As I’ve been asked about the Yahoo Newspaper Consortium, my reply has been: good idea, especially if you take the name “Yahoo” off the front end of it. The idea, which I saw expressed most cleanly today in the release is that the Newspaper Consortium is its own entity, having grown to accept the notion that the struggling US press is best off dealing collectively with the web world. I think that’s a maturation, a sense that uniting to do the Yahoo deal was a good idea and should be extended. It’s not that the Yahoo partnership hasn’t been a good move. On the contrary, publishers report good upsell revenue both from the HotJobs recruitment products and lately from the ability to sell Yahoo inventory to their own local advertisers. But Yahoo is still just a part of the web, and for newspaper companies finally acknowledging that their own destination plays are not enough, Yahoo is only part of a much bigger move into the distributed Web.

Clearly, the timing is as much market-driven as internally driven. The signs that Yahoo will end up as part of MicroHoo are increasing. The questions seems to be when and at what price. Given the likelihood of the deal, newspaper publishers need a hedge. Sure, they can say that the Yahoo ad deal is about local and the QuadrantOne deal is about national. But targeting audience is targeting audience, and the lines between national and local are blurring. And, sure, in the long-term, a MicroHoo relationship could be a strong one for publishers.

In the next year, though, it may give them a big headache, and that’s unacceptable if you’ve already got the flu. If Microsoft emerges from Sunnyvale soon, with Yahoo in its teeth, we’ll see a year-long drama of 1) Yahoo staff exodus; 2) Sale “closing” delays with anti-trust reviews; 3) The dreaded “integration” of technologies and staff, which is never a pretty thing, and in this case will something like the sixth sequel in the “Alien” series. You don’t want to see this mating on a big screen.

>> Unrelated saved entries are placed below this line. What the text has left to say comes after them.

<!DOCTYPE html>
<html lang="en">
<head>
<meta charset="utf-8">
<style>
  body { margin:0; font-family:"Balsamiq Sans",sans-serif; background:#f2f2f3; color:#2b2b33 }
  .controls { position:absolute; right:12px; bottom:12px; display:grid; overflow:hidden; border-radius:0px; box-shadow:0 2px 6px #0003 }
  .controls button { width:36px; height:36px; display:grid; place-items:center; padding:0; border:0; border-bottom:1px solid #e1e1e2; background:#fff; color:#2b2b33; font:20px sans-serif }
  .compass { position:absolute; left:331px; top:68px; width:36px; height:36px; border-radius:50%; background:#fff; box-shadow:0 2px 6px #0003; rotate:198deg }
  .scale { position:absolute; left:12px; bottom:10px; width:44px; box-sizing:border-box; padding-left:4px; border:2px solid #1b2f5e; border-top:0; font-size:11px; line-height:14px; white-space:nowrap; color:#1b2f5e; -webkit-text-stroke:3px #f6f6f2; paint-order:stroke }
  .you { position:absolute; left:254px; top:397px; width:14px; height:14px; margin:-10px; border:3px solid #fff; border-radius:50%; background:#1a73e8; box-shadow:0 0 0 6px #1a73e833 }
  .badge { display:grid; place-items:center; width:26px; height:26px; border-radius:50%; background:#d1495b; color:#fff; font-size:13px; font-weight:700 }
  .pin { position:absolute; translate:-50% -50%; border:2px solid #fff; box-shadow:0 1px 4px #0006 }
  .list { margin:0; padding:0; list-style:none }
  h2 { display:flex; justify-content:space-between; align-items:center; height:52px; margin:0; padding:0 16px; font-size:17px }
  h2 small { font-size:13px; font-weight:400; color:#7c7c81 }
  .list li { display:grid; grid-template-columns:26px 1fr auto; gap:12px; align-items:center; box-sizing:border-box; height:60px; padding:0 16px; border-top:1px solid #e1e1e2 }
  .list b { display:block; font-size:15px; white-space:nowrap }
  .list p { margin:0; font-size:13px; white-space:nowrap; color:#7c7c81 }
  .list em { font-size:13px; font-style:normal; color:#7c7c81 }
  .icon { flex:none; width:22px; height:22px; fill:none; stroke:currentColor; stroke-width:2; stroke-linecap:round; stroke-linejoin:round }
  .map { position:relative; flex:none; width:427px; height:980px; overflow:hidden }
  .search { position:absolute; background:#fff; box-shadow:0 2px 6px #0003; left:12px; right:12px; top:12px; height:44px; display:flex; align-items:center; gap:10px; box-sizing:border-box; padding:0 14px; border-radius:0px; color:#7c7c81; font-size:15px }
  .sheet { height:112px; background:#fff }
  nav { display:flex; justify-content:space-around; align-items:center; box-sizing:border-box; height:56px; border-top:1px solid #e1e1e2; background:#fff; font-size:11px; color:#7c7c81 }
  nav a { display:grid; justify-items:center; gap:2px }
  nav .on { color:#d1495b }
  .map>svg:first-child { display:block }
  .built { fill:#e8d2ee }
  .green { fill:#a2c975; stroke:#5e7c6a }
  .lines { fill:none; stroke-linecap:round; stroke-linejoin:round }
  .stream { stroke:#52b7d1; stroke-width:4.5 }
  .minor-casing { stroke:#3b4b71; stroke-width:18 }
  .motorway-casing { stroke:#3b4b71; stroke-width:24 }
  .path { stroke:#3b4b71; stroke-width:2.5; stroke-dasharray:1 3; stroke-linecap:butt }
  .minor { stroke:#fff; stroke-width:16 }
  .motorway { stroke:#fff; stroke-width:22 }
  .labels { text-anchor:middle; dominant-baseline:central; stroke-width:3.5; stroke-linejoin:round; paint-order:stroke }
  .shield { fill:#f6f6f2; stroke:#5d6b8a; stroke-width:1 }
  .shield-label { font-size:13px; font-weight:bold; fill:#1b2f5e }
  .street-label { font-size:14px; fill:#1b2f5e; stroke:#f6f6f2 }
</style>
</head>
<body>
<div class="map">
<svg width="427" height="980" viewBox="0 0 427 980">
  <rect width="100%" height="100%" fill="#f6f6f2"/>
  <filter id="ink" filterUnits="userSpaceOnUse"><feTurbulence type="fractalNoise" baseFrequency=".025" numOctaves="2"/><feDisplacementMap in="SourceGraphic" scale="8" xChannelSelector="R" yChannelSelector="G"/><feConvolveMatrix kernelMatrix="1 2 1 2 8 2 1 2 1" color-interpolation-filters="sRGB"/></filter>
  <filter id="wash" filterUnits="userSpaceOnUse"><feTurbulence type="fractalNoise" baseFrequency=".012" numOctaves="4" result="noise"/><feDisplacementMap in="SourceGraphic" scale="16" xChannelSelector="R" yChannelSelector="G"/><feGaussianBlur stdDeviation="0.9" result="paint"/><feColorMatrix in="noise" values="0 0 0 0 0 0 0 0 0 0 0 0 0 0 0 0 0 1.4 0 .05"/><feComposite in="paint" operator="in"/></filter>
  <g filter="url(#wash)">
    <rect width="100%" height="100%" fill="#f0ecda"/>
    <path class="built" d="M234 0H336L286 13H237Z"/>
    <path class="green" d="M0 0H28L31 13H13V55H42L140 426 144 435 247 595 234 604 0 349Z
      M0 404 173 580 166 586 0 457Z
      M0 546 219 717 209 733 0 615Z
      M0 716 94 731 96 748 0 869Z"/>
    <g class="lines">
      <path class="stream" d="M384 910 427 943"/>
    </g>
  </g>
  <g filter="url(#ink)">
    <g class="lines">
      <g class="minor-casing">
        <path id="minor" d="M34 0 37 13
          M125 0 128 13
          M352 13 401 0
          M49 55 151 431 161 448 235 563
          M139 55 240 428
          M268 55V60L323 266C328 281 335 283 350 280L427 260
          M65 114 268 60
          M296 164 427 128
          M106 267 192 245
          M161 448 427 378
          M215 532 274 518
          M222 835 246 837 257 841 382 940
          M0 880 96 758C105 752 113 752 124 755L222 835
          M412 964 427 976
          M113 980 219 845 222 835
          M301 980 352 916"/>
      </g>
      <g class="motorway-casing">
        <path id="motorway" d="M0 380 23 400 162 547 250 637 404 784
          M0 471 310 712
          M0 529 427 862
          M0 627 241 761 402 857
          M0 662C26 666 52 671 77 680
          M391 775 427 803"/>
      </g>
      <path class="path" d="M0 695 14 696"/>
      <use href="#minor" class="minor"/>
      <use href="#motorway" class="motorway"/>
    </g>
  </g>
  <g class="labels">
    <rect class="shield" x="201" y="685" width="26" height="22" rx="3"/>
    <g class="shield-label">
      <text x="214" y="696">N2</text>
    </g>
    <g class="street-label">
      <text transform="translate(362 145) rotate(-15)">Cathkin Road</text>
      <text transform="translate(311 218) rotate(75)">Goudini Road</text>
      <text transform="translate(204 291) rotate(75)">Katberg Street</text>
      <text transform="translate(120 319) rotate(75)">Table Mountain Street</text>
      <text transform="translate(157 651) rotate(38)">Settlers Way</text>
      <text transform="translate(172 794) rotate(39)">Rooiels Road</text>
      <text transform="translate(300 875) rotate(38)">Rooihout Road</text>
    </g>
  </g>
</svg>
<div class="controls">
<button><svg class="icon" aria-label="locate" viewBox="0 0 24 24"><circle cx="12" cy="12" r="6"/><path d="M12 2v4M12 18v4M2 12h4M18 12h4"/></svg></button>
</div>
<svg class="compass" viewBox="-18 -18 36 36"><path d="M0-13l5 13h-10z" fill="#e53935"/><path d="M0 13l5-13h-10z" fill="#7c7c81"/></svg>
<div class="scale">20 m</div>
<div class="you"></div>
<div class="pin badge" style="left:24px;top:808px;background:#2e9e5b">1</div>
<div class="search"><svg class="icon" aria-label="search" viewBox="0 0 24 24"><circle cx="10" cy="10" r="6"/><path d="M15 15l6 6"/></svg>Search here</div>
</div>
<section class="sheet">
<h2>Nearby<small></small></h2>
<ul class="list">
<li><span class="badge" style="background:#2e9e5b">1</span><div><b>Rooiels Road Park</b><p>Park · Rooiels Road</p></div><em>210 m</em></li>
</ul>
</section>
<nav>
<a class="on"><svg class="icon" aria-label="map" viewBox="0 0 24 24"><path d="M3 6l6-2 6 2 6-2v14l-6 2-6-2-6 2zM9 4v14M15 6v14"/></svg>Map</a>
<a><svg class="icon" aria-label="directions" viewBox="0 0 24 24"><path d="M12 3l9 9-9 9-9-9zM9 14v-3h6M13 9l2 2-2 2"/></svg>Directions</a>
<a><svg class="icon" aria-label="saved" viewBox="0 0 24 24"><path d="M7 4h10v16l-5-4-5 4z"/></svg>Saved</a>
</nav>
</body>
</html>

So newspaper publishers quite properly don’t want to be left holding the bag, as the air filters out of it. QuadrantOne can be part of that hedge, with lots more needed including other paid search solutions, video/video ad solutions and monetization of emerging user-gen. We still know little about QuadrantOne’s own technology ramp-up — which is absolutely crucial as the audience-targeting business gets more finely tuned each day.

No one wants to talk publicly about how much of inventory the new affiliate sites are “guaranteeing” QuadrantOne. Initially, it had asked affiliates for about 5% of its inventory, as compared to the approximate 10% that equity participants were committing.

Similarly, we don’t how much of this guaranteed inventory will end bringing in high CPMs and how much will simply buck up bottom-of-the-barrel remnant inventory pricing. In the ClickZ story, QuadrantOne’s Dana Hayes’ comment that, “It is not just below-the-fold, remnant-like inventory,” is a curious one. Did he really mean the “just”? Yes, 30 to 40% of some sites’ inventory is considered “remnant”, but even doubling one-buck-chuck CPMs won’t save the day.

Today, McClatchy online head Chris Hendricks, a new QuadrantOne affiliate, made the point that, “This is the first step for the industry to come together and work on the national advertiser area as a unified front.” Left unsaid in that comment is McClatchy’s own unacknowledged Real Cities ad network (which it got out of the Knight Ridder acquisition) and the very real revenue that Centro — a major partner to most of the industry — is bringing in every day. But Chris’ point on “first step” with QuadrantOne is right.

Whether steps two through ten will match market needs and ad network competition will be the measure of any significant success QuadrantOne accomplishes.